Agón de D. Madalena:
- com Maria: para esta, há um enigma que nem a mãe, nem o pai, nem mesmo Telmo se prontificam a decifrar; são segredos e mistérios intuitivamente pressentidos que não consegue desvendar:
. a razão por que nem a mãe nem o pai, apesar do seu patriotismo (“… que ele não é por D. Filipe, não é, não?”) acreditavam no regresso de D. Sebastião;
. a razão por que, quando em tal se falava, o pai mudava de semblante, e a mãe se afligia e até chorava;
- com D. João de Portugal, nas reações de aflição, sublinhadas pelas lágrimas, sempre que Maria se refere à crença popular da sobrevivência e possível regresso de D. Sebastião – cena III.

Agón de Maria:
- com D. Madalena:
. a propósito da sobrevivência e do regresso de D. Sebastião (cena III) – D. Madalena não acredita, nem lhe convém acreditar nem uma coisa nem outra. Maria acredita firmemente;
. desconfia que a mãe oculta alguma coisa muito importante; por isso, está sempre atenta, a observar os sobressaltos, a ansiedade da mãe a seu respeito; por isso, lê nas palavras, nas ações e nos gestos da mãe (e do pai), à procura de indícios, de respostas para a sua curiosidade (cena IV);
. não pode cumprir as esperanças nela depositadas (cena IV);
. por isso, desejaria ter um irmão (cena IV);
- com Manuel de Sousa:
. duvida do patriotismo do pai (cena III), por causa das atitudes que ele toma, ao ouvir falar de D. Sebastião: “Ó minha mãe, pois ele não é por D. Filipe, não é, não?”;
. a hipótese não tem fundamento.
NOTA:
Este conflito de Maria com os pais, pois ambos não aceitam ouvir falar do regresso de D. Sebastião, tem razões óbvias: se o monarca não morreu, também não terá morrido D. João de Portugal; o segundo casamento de D. Madalena seria nulo.
- com D. João de Portugal (antes da mudança de palácio – cena IV):
. pressente intuitivamente que alguém, fazendo sofrer a mãe, também não a deixa ser feliz;
. por isso, procura uma resposta, com os meios ao seu dispor: “… leio… nas estrelas do céu também, e sei cousas…”; “… não quero sonhar, que me faz ver coisas… lindas às vezes, mas tão extraordinárias e confusas”.
NOTA:
É da essência do drama provocar situações e sentimentos incompatíveis no interior das personagens:
. Maria não consegue explicar a perturbação dos pais;
. D. Madalena não pode revelar a causa das suas preocupações, o que se passa no foro da sua consciência.

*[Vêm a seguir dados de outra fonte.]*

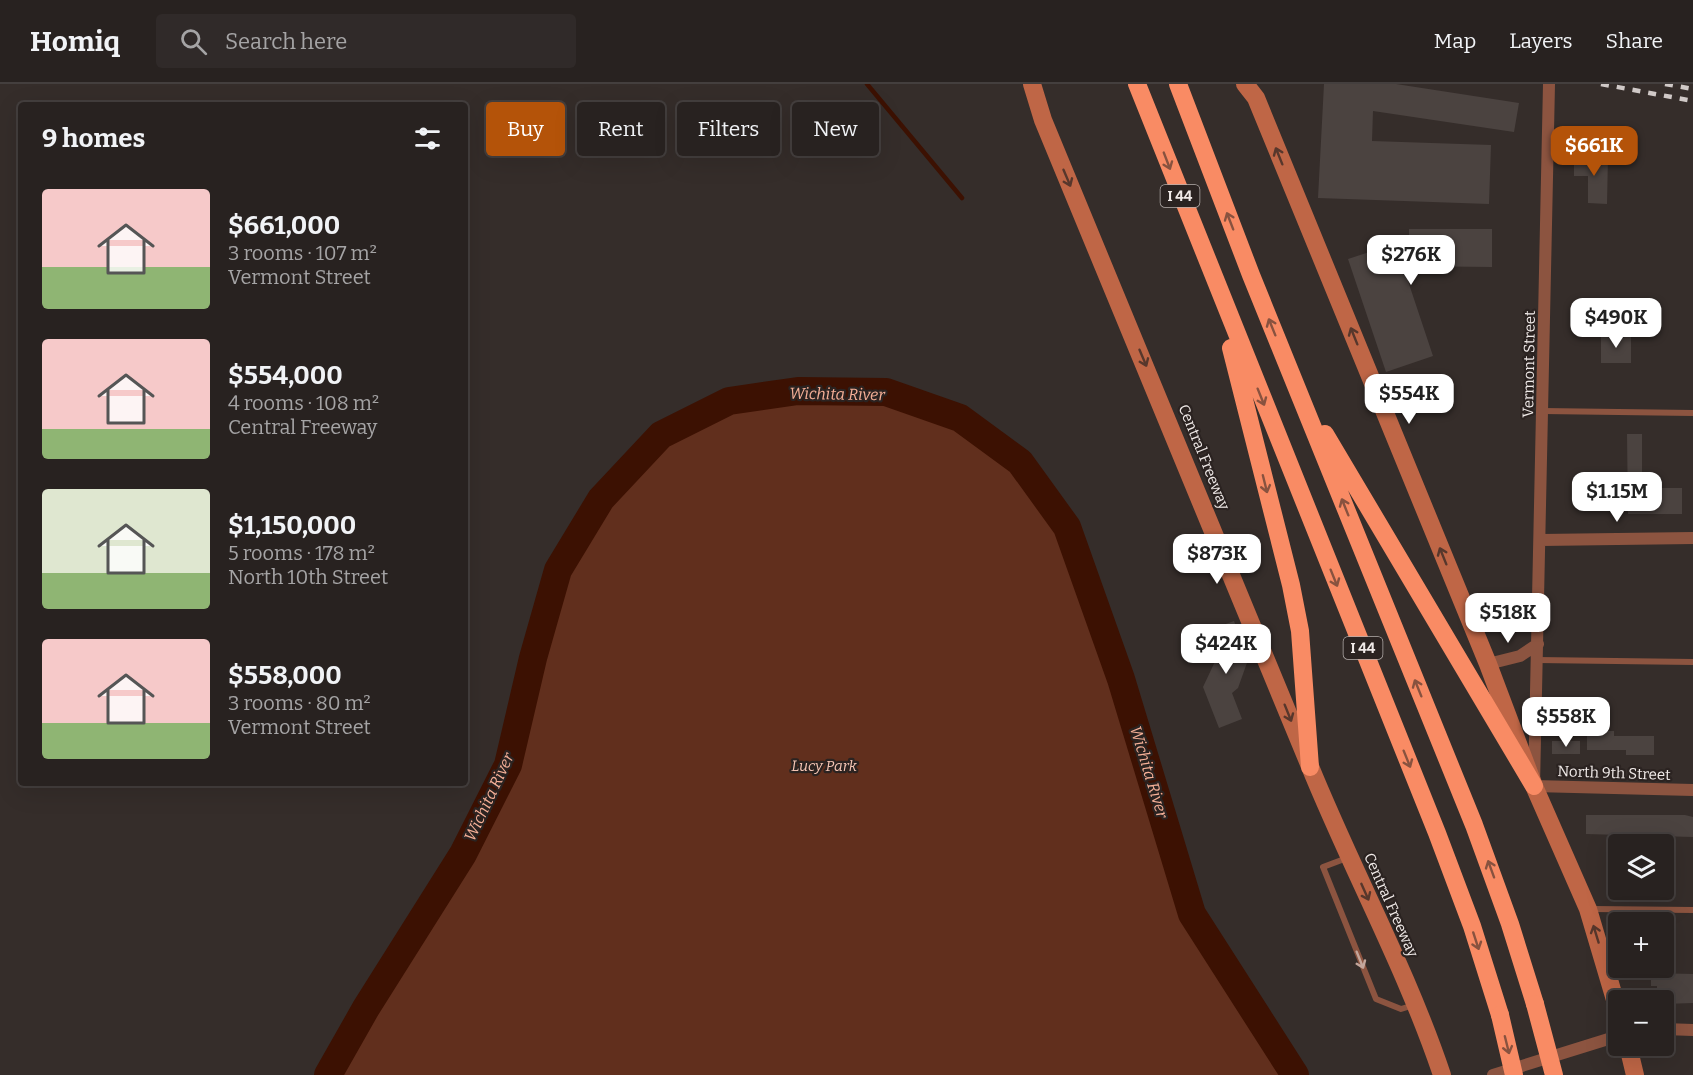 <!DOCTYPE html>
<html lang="en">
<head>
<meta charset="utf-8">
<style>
  :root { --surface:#282220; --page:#302a29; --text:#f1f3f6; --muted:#a5a4a5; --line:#443f3e; --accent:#b45309 }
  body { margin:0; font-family:Bitter,serif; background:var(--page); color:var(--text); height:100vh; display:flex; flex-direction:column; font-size:22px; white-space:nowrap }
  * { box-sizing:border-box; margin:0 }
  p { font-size:20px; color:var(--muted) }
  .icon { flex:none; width:33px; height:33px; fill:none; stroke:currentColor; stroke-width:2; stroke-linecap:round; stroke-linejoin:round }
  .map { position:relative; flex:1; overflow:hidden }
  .panel { position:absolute; left:18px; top:18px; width:450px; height:684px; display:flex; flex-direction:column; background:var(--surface); border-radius:6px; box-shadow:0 6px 24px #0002,0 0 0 2px var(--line) }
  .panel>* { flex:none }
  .hud { position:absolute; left:486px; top:18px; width:570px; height:54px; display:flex; gap:12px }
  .controls { position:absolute; left:1608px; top:750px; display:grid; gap:12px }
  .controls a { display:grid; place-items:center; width:66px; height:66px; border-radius:6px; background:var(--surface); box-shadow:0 6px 24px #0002,0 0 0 2px var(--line); font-size:30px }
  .price { position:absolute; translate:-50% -51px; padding:0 14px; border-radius:12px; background:#fff; color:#222; font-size:20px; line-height:39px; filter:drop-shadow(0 2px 3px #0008) }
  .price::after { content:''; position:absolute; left:50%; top:36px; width:18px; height:14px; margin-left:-9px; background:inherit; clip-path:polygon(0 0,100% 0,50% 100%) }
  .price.active { background:var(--accent); color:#fff }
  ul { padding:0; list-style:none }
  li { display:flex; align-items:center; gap:18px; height:150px; padding:0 24px }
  li span { display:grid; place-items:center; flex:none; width:168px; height:120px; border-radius:6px; color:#555 }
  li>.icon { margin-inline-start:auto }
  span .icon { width:72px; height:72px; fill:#fffc; stroke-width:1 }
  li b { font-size:26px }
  h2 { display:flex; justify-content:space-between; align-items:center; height:72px; padding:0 24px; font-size:26px }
  .tag { padding:0 21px; border-radius:6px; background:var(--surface); box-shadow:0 6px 24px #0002,0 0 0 2px var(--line); font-size:21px; line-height:54px }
  .tag.active { background:var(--accent); color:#fff }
  header { display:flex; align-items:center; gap:36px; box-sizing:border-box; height:84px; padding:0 30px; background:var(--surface); border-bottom:2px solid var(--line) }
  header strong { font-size:28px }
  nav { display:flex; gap:33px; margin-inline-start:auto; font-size:21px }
  .search { width:420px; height:54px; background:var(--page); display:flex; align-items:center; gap:15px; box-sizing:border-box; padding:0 21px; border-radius:6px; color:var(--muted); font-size:22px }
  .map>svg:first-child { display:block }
</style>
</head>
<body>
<header>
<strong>Homiq</strong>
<div class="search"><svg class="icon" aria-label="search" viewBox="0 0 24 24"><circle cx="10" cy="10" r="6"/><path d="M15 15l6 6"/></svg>Search here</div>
<nav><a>Map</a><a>Layers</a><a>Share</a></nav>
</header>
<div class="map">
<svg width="1693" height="991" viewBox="0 0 1693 991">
  <rect width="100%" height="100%" fill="#352d2a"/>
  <path fill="#612f1d" d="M 798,307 L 886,308 L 960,334 L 1020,378 L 1067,443 L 1121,595 L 1192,830 L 1295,991 L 328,991 L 366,924 L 463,770 L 507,681 L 533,574 L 558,486 L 601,415 L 661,351 L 729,317 Z"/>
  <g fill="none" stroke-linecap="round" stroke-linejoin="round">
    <path stroke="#3c1102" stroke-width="4.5" d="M 867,0 L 962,114"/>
    <path stroke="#3c1102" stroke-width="28" d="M 328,991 L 366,924 L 463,770 L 508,681 L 533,574 L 558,486 L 601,415 L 661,351 L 729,317 L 798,307 L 886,308 L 960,334 L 1020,378 L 1067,443 L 1121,595 L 1192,830 L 1295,991"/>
  </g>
  <path fill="#4b4340" d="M 1324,0 L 1396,0 L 1519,19 L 1514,48 L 1373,27 L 1372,57 L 1491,61 L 1489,120 L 1318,114 Z
    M 1574,73 L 1608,73 L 1607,120 L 1588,119 L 1588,92 L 1574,92 Z
    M 1409,145 L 1492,145 L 1492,183 L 1403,182 L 1433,272 L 1386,288 L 1348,175 L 1409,155 Z
    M 1601,251 L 1631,251 L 1631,279 L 1601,279 Z
    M 1627,350 L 1642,350 L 1642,389 L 1646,388 L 1646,404 L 1682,404 L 1682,430 L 1628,430 Z
    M 1234,537 L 1248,576 L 1238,604 L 1232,609 L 1242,635 L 1219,644 L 1203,603 L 1220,567 L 1212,545 Z
    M 1587,647 L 1614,647 L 1614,652 L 1654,652 L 1654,671 L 1626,671 L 1626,666 L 1587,666 Z
    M 1552,657 L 1580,657 L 1580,670 L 1552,670 Z
    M 1586,731 L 1685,731 L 1693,733 L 1693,753 L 1586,750 Z
    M 1651,889 L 1693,890 L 1693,919 L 1664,920 L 1664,916 L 1657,916 L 1657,902 L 1651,902 Z"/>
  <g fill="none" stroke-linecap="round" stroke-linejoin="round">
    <path stroke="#8c5440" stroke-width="6" d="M 1543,327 L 1693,329
      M 1537,576 L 1693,578
      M 1347,774 L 1323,783 L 1376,915 L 1401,925 L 1414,921
      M 1592,825 L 1693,826"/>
    <path stroke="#8c5440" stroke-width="12" d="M 1549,0 L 1534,702 L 1693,706
      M 1541,456 L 1693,454
      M 1488,580 L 1520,572 L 1538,560
      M 1664,945 L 1693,946
      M 1493,991 L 1618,952"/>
    <path stroke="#bf6646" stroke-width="18" d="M 1032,0 L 1043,36 C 1133,250 1221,465 1309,680 C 1351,784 1406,884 1442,991
      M 1245,0 L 1256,14 L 1488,580 L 1534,702 L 1588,825 L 1618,926
      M 1628,962 L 1635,991"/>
    <path stroke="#f98b64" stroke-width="18" d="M 1137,0 L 1437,749 L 1472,842 L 1500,931
      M 1178,0 L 1251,191 L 1474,741 L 1510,840 L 1535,920
      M 1231,264 L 1291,501 L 1300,547 L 1310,683
      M 1325,350 L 1534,702"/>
    <path stroke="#d0c9c7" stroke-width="4.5" stroke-dasharray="8 8" stroke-linecap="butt" d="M 1601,0 L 1693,17
      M 1665,0 L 1693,5"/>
    <path stroke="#f98b64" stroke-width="18" d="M 1535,920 L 1554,991
      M 1500,931 L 1514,991"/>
  </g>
  <defs><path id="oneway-shaft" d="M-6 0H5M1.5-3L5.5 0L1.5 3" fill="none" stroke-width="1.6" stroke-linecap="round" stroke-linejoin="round" transform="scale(1.5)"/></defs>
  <g stroke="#57372c">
    <use href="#oneway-shaft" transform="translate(1279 72) rotate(-112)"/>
    <use href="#oneway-shaft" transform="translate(1067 94) rotate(67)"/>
    <use href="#oneway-shaft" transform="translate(1354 252) rotate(-112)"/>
    <use href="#oneway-shaft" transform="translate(1143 274) rotate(67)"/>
    <use href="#oneway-shaft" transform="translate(1443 472) rotate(-112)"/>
    <use href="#oneway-shaft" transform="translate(1288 629) rotate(68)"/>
    <use href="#oneway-shaft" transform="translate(1365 808) rotate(66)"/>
    <use href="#oneway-shaft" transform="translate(1596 850) rotate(-107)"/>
  </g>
  <g stroke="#88523f">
    <use href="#oneway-shaft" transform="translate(1167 77) rotate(69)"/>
    <use href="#oneway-shaft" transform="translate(1230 137) rotate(-111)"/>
    <use href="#oneway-shaft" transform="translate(1272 243) rotate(-112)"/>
    <use href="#oneway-shaft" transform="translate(1261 313) rotate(68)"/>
    <use href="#oneway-shaft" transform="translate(1265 400) rotate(76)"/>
    <use href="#oneway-shaft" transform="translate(1345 423) rotate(-112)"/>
    <use href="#oneway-shaft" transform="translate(1334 494) rotate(68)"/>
    <use href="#oneway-shaft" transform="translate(1418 604) rotate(-112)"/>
    <use href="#oneway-shaft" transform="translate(1407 675) rotate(68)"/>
    <use href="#oneway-shaft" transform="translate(1491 785) rotate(-110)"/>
    <use href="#oneway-shaft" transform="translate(1476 857) rotate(72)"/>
    <use href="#oneway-shaft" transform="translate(1507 961) rotate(76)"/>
  </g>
  <use stroke="#c3a69c" href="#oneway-shaft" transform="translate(1360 876) rotate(68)"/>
  <g text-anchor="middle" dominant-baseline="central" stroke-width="4.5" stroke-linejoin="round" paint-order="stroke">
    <g fill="#2b2321" stroke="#b5aeac" stroke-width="1.5">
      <rect x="1160.5" y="101" width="39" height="22" rx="4.5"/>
      <rect x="1343.5" y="553" width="39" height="22" rx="4.5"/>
    </g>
    <g font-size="14" font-weight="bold" fill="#f0eae8">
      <text x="1180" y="112">I 44</text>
      <text x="1363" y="564">I 44</text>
    </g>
    <g font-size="15" fill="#f0eae8" stroke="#2b2321">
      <text transform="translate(1529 280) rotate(-89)">Vermont Street</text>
      <text transform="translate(1204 373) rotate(68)">Central Freeway</text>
      <text transform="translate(1614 689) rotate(2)">North 9th Street</text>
      <text transform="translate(1391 821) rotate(66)">Central Freeway</text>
    </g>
    <g font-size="15" font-style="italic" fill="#f5c5b4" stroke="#2b2321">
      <text x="824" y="682">Lucy Park</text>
    </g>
    <g font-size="16" font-style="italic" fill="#f6b097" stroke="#2b2321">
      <text transform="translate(837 310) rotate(1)">Wichita River</text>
      <text transform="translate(1149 688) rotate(73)">Wichita River</text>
      <text transform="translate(489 713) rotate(-65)">Wichita River</text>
    </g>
  </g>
</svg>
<div class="controls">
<a><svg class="icon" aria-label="layers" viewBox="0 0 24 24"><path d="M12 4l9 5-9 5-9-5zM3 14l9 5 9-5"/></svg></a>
<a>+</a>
<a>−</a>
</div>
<b class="price active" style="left:1594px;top:93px">$661K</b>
<b class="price" style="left:1411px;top:202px">$276K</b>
<b class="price" style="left:1616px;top:265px">$490K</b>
<b class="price" style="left:1409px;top:341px">$554K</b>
<b class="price" style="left:1617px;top:439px">$1.15M</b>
<b class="price" style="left:1217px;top:501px">$873K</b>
<b class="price" style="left:1508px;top:560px">$518K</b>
<b class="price" style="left:1226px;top:591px">$424K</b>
<b class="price" style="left:1566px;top:664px">$558K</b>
<div class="hud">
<a class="tag active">Buy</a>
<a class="tag">Rent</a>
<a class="tag">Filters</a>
<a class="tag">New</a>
</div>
<section class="panel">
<h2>9 homes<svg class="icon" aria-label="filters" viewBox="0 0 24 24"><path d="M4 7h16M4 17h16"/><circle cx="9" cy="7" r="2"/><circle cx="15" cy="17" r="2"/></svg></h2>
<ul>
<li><span style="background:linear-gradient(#f6c9c9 65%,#8fb573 0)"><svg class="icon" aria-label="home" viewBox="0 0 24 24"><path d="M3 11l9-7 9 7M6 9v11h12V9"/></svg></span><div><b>$661,000</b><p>3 rooms · 107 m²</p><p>Vermont Street</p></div></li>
<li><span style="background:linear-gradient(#f6c9c9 75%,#8fb573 0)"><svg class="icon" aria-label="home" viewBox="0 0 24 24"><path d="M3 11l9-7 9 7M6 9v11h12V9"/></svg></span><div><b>$554,000</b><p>4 rooms · 108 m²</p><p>Central Freeway</p></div></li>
<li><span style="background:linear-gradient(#dfe7d0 70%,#8fb573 0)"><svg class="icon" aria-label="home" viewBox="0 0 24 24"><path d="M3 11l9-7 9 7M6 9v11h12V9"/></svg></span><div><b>$1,150,000</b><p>5 rooms · 178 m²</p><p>North 10th Street</p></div></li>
<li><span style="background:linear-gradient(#f6c9c9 70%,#8fb573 0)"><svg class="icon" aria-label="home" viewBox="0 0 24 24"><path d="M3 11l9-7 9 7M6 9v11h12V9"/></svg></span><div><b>$558,000</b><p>3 rooms · 80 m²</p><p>Vermont Street</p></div></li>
</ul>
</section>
</div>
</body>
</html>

▪ D. Madalena parece caída nas garras de um destino inexorável: a última fala de Maria da cena IV lança nela a dúvida se teria valido a pena ter casado uma segunda vez.

▪ A constatação de algo misterioso que paira sobre a ação e as personagens.

Presságios:
. as flores murchas e os sonhos deixam antever a tragédia com que encerra a obra: a morte progressiva de Maria (ela colheu papoilas para pôr debaixo do travesseiro, por estas estarem associadas ao sono e ao sonho, acreditando que, assim, terá uma noite descansada; no entanto, as flores, que representam, entre outras coisas, a beleza efémera, murcharam rapidamente, indiciando a proximidade da morte;
. a contemplação do retrato do pai remete para a intuição do malogro do casamento dos pais.


Características românticas

▪ O sebastianismo de Telmo e Maria.

▪ O nacionalismo e patriotismo de Maria, visível na resistência aos governadores castelhanos.

▪ Linguagem: exclamações, interrogações, reticências, frases curtas, adequação ao íntimo e ao estado de espírito das personagens, etc.

▪ Caracterização de Maria:
. o modelo da mulher-anjo;
. os ideais de liberdade;
. exaltação de valores de feição popular;
. atração pelo mistério;
. intuição;
. tuberculose, a doença dos românticos.

▪ Crenças: agouros, superstições, sonhos, visões de Madalena, Telmo e Maria (cenas II e IV).